**WHAT THIS TASK INVOLVES**
Starting at the top of the entries below, set down each line exactly as written, and stop after the line containing "solid #fff;border-radius:50%;background:#1a73e8;box-shadow:0 0".

Saved data entries:
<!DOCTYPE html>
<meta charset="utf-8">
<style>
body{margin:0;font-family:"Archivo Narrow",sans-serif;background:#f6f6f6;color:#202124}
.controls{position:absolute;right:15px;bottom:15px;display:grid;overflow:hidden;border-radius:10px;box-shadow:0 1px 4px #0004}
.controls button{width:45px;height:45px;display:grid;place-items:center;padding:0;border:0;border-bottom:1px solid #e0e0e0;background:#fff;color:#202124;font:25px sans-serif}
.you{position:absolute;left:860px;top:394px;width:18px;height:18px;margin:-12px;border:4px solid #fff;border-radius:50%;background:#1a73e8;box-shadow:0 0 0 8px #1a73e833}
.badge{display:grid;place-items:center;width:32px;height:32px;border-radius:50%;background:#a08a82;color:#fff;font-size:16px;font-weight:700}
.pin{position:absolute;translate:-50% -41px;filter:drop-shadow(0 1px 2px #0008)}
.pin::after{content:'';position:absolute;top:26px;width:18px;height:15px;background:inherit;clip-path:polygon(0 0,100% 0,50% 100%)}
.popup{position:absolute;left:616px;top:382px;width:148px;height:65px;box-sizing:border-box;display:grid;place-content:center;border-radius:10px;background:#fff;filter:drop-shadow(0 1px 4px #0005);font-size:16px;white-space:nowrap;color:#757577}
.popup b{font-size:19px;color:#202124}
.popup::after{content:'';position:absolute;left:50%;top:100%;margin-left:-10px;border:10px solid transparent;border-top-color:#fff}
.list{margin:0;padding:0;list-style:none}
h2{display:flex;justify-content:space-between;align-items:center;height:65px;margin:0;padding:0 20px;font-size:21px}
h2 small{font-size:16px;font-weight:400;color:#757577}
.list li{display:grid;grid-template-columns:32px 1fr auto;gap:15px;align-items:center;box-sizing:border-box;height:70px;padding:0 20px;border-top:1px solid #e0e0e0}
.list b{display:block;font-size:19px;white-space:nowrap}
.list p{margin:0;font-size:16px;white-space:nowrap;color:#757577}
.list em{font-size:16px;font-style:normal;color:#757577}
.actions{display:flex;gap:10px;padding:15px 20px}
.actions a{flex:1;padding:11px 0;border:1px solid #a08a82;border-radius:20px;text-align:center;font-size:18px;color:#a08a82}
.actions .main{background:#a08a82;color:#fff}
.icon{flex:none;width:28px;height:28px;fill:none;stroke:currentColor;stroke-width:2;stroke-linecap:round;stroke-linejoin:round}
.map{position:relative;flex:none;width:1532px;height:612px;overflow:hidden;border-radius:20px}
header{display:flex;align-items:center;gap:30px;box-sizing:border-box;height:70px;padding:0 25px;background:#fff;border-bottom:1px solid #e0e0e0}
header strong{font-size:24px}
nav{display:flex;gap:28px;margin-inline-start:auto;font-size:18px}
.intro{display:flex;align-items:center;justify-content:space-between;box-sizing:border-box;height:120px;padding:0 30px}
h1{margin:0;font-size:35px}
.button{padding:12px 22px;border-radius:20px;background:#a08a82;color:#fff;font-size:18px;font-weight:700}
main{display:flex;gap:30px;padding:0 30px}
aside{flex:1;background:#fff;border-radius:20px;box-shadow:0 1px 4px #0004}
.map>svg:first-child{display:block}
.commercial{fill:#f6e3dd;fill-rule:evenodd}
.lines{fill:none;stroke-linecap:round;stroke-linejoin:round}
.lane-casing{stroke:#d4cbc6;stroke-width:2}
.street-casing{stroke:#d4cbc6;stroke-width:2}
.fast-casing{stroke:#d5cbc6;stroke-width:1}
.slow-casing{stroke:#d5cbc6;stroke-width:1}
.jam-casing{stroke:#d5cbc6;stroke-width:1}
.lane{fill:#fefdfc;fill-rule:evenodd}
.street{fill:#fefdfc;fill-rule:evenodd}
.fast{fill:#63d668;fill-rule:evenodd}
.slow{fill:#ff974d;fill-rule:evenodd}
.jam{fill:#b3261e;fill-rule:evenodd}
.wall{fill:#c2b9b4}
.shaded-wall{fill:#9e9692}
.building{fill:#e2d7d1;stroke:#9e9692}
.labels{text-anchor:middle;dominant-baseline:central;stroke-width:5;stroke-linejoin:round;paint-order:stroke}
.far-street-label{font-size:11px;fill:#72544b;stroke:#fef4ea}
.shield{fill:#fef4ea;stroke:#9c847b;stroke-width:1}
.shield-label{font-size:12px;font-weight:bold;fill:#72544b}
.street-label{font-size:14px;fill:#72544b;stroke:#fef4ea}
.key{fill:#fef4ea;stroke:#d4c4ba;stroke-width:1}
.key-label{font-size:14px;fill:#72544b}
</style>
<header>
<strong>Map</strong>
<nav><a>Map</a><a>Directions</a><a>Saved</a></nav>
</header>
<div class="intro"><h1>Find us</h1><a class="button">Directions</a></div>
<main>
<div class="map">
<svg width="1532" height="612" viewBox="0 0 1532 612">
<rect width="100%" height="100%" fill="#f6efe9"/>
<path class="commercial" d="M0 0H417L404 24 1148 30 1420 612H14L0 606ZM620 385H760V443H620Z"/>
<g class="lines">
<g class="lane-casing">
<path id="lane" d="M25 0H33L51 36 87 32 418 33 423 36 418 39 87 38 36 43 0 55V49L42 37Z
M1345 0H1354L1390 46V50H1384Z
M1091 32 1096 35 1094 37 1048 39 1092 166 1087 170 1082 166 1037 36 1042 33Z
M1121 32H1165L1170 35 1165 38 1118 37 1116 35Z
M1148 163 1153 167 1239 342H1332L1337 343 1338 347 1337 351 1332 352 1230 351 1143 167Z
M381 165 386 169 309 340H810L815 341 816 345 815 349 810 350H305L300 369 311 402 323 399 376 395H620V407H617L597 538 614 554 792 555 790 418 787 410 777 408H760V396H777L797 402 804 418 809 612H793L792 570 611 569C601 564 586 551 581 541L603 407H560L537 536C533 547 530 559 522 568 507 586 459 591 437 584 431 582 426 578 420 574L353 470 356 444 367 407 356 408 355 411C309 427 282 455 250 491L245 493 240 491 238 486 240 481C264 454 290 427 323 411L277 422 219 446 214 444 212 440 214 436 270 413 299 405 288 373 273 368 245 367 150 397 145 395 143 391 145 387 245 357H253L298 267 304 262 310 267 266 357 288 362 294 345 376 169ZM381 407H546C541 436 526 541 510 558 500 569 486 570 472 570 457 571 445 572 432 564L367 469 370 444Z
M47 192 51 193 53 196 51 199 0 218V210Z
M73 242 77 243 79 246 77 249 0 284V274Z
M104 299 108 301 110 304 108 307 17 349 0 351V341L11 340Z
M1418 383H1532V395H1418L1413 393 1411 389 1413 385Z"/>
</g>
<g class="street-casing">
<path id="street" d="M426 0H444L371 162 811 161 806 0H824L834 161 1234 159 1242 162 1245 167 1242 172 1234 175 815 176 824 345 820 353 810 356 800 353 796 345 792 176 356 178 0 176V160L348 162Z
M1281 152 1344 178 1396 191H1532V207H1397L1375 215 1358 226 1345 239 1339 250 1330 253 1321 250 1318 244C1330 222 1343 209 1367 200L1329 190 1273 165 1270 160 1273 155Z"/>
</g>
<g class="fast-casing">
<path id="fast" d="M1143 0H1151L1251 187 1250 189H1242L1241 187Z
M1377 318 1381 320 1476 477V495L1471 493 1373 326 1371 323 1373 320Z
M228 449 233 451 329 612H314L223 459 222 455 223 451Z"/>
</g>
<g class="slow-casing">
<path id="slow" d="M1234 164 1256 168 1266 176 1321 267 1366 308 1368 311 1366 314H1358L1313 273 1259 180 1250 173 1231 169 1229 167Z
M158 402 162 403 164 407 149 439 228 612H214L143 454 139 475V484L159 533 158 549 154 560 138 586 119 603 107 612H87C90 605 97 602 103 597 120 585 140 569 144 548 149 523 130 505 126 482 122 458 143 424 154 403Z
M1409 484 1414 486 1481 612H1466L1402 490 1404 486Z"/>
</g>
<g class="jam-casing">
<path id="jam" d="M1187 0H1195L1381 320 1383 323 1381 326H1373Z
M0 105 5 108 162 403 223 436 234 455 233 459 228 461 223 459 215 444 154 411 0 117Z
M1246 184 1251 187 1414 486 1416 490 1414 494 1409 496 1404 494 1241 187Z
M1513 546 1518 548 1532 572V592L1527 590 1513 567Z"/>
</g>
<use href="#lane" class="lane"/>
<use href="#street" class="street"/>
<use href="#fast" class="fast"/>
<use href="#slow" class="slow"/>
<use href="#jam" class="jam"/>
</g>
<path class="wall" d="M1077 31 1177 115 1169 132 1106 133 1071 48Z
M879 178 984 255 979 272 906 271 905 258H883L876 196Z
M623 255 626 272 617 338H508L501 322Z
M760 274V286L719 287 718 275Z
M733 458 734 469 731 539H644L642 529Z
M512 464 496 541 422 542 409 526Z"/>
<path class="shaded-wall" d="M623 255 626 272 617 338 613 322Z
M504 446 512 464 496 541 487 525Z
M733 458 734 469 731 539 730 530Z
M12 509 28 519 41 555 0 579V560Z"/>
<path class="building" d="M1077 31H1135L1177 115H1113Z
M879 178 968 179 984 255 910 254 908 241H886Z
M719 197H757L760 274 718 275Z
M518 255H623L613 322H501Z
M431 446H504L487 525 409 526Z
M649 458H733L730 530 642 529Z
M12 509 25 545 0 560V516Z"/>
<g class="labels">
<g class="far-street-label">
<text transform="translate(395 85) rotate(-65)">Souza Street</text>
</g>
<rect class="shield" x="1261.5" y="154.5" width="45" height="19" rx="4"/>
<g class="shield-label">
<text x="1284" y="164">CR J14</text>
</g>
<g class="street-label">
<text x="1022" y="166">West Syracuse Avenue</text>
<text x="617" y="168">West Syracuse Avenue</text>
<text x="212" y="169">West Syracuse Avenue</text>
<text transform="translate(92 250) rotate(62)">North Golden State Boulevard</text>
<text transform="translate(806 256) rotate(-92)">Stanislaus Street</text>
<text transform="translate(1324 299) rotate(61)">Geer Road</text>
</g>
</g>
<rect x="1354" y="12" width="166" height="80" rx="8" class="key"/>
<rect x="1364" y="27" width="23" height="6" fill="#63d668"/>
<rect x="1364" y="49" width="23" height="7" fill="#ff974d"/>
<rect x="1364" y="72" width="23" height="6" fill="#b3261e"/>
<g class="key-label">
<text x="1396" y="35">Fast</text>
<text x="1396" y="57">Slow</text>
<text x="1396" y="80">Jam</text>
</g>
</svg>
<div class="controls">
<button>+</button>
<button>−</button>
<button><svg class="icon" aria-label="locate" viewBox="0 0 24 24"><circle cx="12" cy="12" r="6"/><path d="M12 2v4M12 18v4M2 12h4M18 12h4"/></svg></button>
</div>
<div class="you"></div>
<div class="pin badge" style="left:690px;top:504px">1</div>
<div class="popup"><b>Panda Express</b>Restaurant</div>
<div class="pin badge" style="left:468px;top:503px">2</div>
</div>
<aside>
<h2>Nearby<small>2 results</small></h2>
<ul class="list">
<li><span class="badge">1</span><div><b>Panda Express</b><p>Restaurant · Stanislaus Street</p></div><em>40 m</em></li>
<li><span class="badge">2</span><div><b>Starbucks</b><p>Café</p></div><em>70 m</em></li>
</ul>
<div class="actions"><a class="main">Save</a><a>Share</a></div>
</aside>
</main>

**YOUR RESPONSE**
<!DOCTYPE html>
<meta charset="utf-8">
<style>
body{margin:0;font-family:"Archivo Narrow",sans-serif;background:#f6f6f6;color:#202124}
.controls{position:absolute;right:15px;bottom:15px;display:grid;overflow:hidden;border-radius:10px;box-shadow:0 1px 4px #0004}
.controls button{width:45px;height:45px;display:grid;place-items:center;padding:0;border:0;border-bottom:1px solid #e0e0e0;background:#fff;color:#202124;font:25px sans-serif}
.you{position:absolute;left:860px;top:394px;width:18px;height:18px;margin:-12px;border:4px solid #fff;border-radius:50%;background:#1a73e8;box-shadow:0 0 0 8px #1a73e833}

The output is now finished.